++++ RECORD EXCERPTS ++++

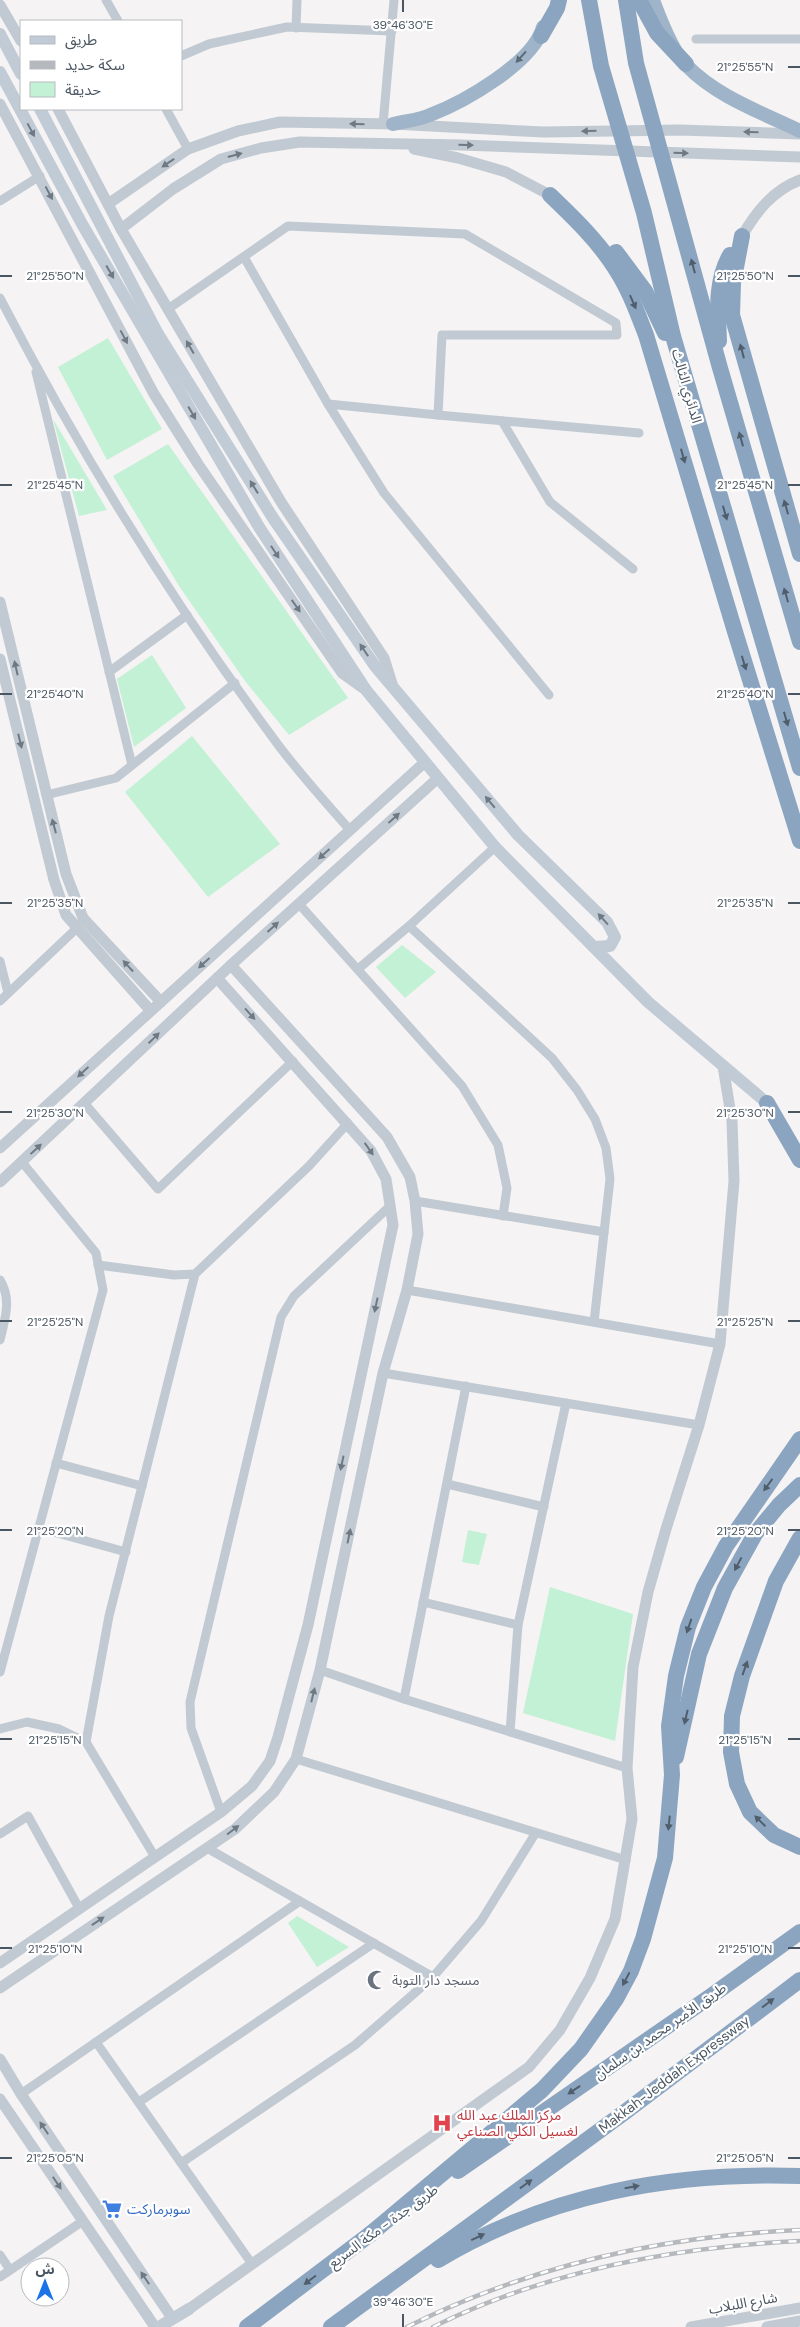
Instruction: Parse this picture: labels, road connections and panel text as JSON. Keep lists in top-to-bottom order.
{
  "streets": {
    "highway": [
      "الدائري الثالث",
      "طريق الأمير محمد بن سلمان",
      "Makkah-Jeddah Expressway",
      "طريق جدة - مكة السريع"
    ],
    "street": ["شارع اللبلاب"]
  },
  "crossings": [
    ["طريق الأمير محمد بن سلمان", "طريق جدة - مكة السريع"]
  ],
  "places": {
    "mosque": ["مسجد دار التوبة"],
    "hospital": ["مركز الملك عبد الله لغسيل الكلي الصناعي"],
    "supermarket": ["سوبرماركت"]
  },
  "legend": ["طريق", "سكة حديد", "حديقة"],
  "north": "top",
  "coordinates": [
    "39°46'30\"E",
    "21°25'55\"N",
    "21°25'50\"N",
    "21°25'45\"N",
    "21°25'40\"N",
    "21°25'35\"N",
    "21°25'30\"N",
    "21°25'25\"N",
    "21°25'20\"N",
    "21°25'15\"N",
    "21°25'10\"N",
    "21°25'05\"N"
  ]
}
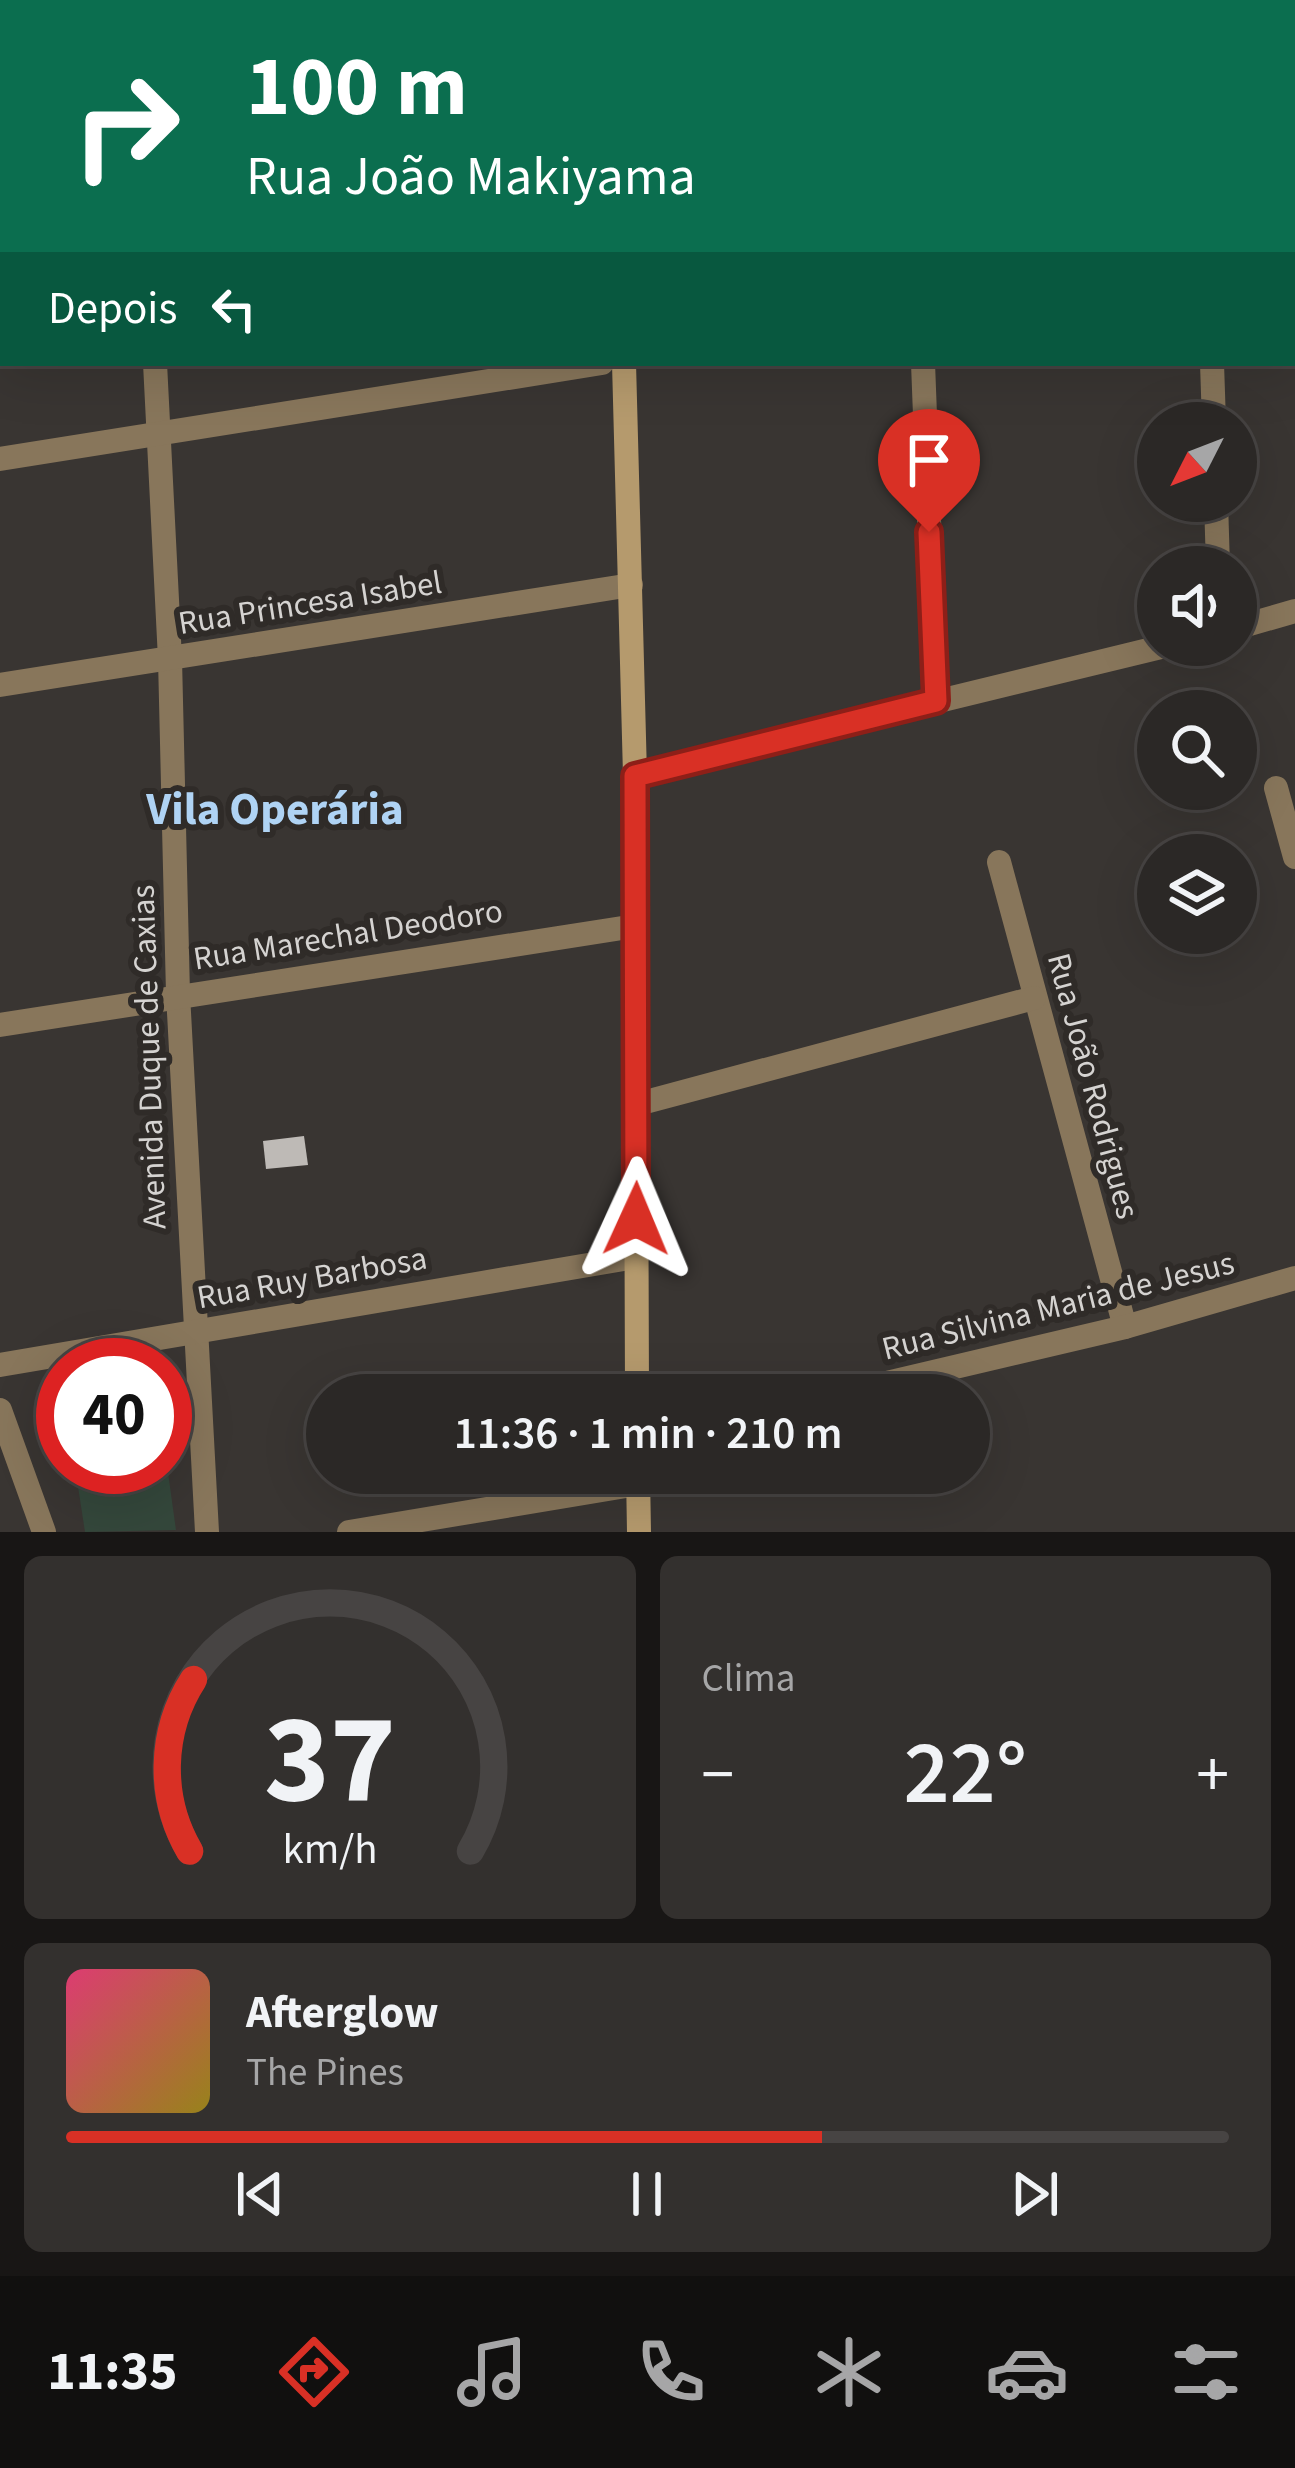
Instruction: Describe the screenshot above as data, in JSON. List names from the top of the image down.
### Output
{
  "streets": {
    "street": [
      "Rua Princesa Isabel",
      "Rua Marechal Deodoro",
      "Avenida Duque de Caxias",
      "Rua João Rodrigues",
      "Rua Ruy Barbosa",
      "Rua Silvina Maria de Jesus"
    ]
  },
  "crossings": [
    ["Rua Princesa Isabel", "Avenida Duque de Caxias"],
    ["Rua Marechal Deodoro", "Avenida Duque de Caxias"],
    ["Avenida Duque de Caxias", "Rua Ruy Barbosa"],
    ["Rua João Rodrigues", "Rua Silvina Maria de Jesus"]
  ],
  "districts": ["Vila Operária"],
  "north": "bottom left",
  "page": {
    "turn": ["100 m", "Rua João Makiyama"],
    "then": "Depois",
    "limit": "40",
    "trip": "11:36 · 1 min · 210 m",
    "tile": "Clima",
    "heat": ["−", "22°", "+"],
    "song": ["Afterglow", "The Pines"],
    "tabs": "11:35",
    "gauge": ["37", "km/h"]
  }
}
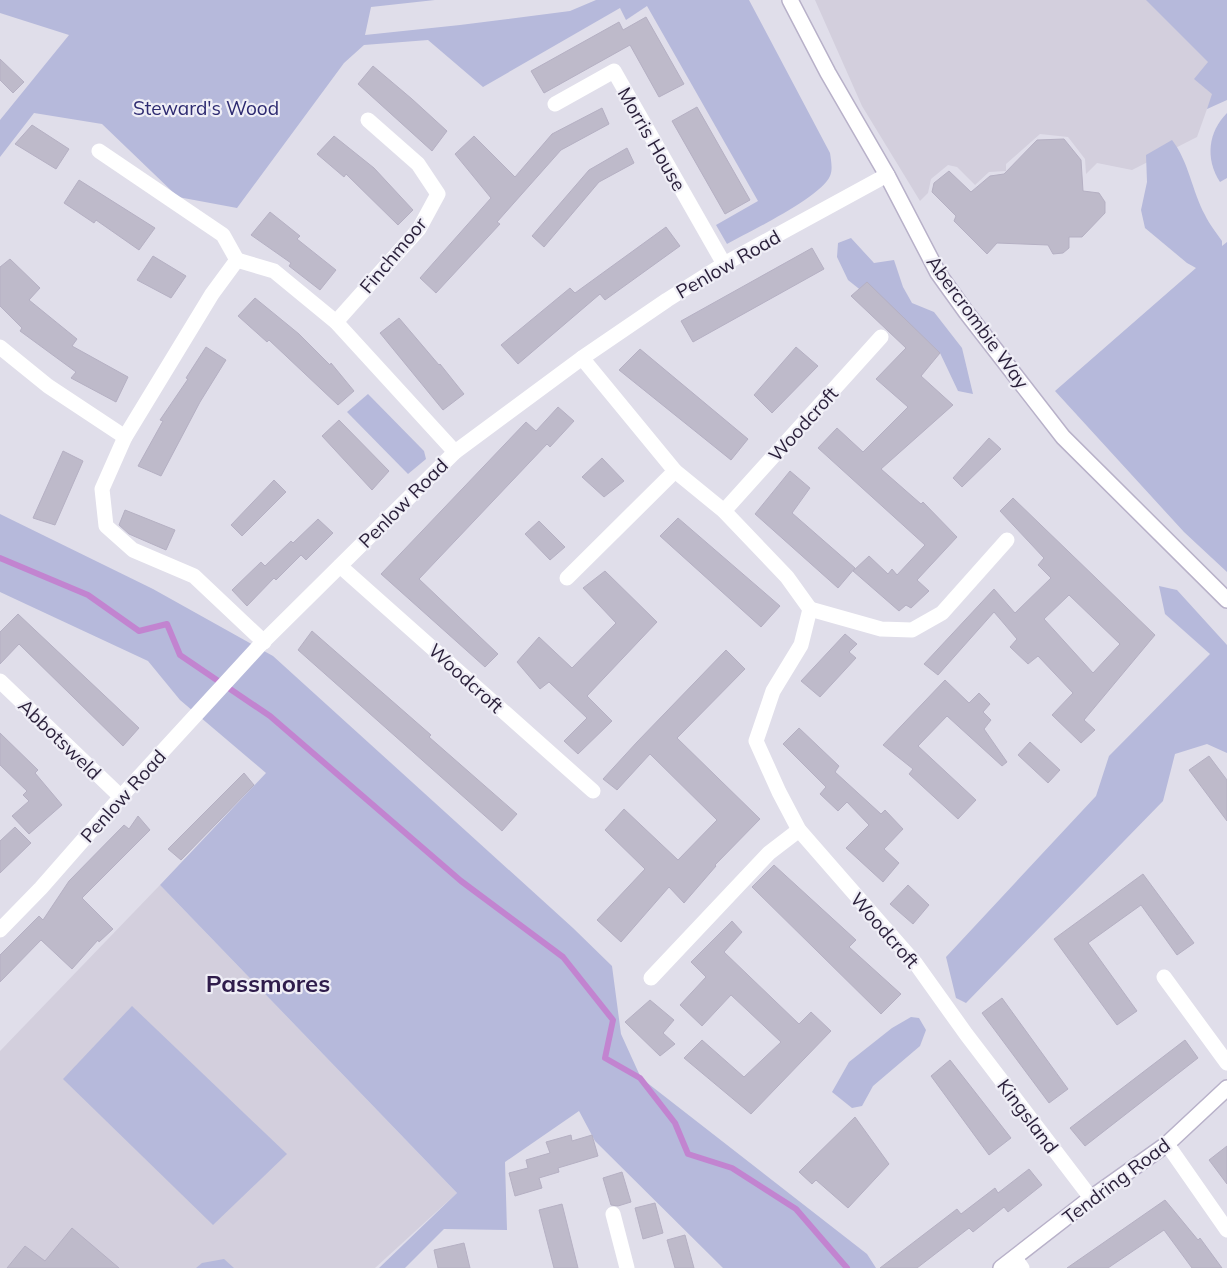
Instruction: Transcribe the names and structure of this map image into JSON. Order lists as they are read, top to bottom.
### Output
{
  "streets": {
    "street": [
      "Morris House",
      "Finchmoor",
      "Penlow Road",
      "Abercrombie Way",
      "Woodcroft",
      "Abbotsweld",
      "Kingsland",
      "Tendring Road"
    ]
  },
  "crossings": [
    ["Morris House", "Penlow Road"],
    ["Penlow Road", "Abercrombie Way"],
    ["Penlow Road", "Woodcroft"],
    ["Penlow Road", "Abbotsweld"],
    ["Woodcroft", "Kingsland"],
    ["Kingsland", "Tendring Road"]
  ],
  "districts": ["Passmores"],
  "parks": ["Steward's Wood"]
}
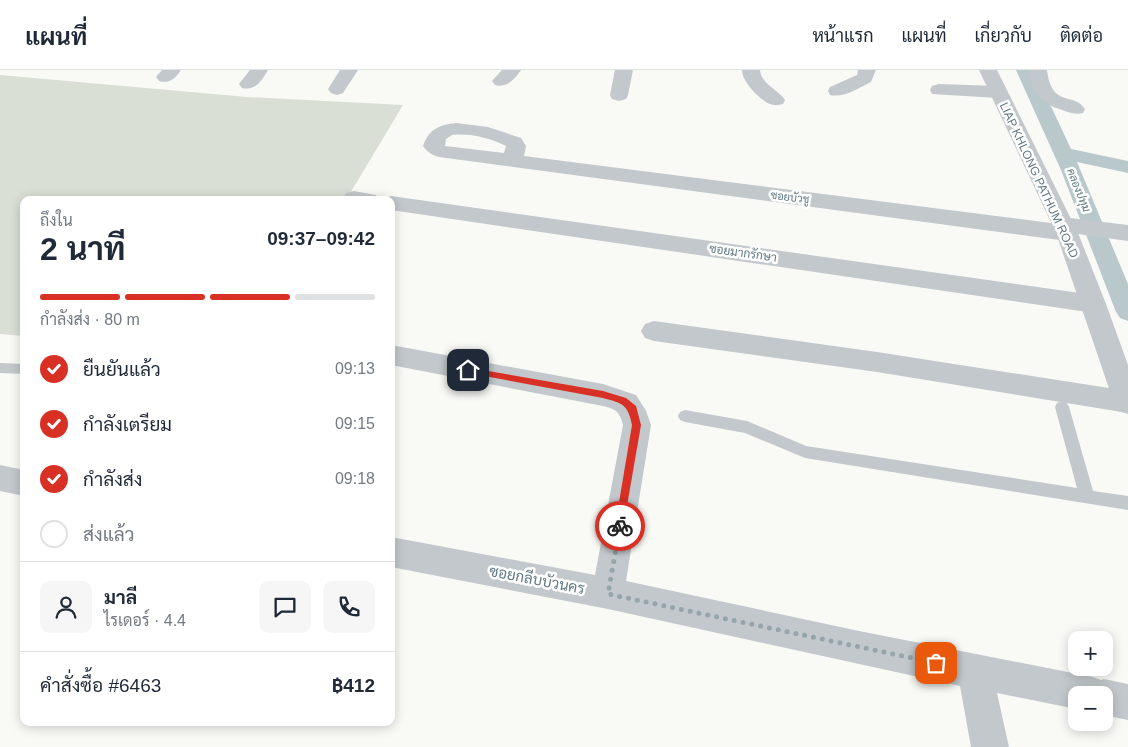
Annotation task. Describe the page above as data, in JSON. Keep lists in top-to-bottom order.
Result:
{
  "streets": {
    "street": [
      "LIAP KHLONG PATHUM ROAD",
      "ซอยบัวชู",
      "ซอยมากรักษา",
      "ซอยกลีบบัวนคร"
    ]
  },
  "crossings": [
    ["LIAP KHLONG PATHUM ROAD", "ซอยบัวชู"],
    ["LIAP KHLONG PATHUM ROAD", "ซอยมากรักษา"]
  ],
  "water": ["คลองปทุม"],
  "page": {
    "header": "แผนที่",
    "nav": [
      "หน้าแรก",
      "แผนที่",
      "เกี่ยวกับ",
      "ติดต่อ"
    ],
    "heading": ["2 นาที", "ถึงใน", "09:37–09:42"],
    "panel": [
      "มาลี",
      "ไรเดอร์ · 4.4",
      "คำสั่งซื้อ #6463",
      "฿412"
    ],
    "bar": "กำลังส่ง · 80 m",
    "list": [
      ["ยืนยันแล้ว", "09:13"],
      ["กำลังเตรียม", "09:15"],
      ["กำลังส่ง", "09:18"],
      "ส่งแล้ว"
    ],
    "map_buttons": ["+", "−"]
  }
}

++++

Each line above that has the word "Abbotsweld" must be copied.

      "Abbotsweld",
    ["Penlow Road", "Abbotsweld"],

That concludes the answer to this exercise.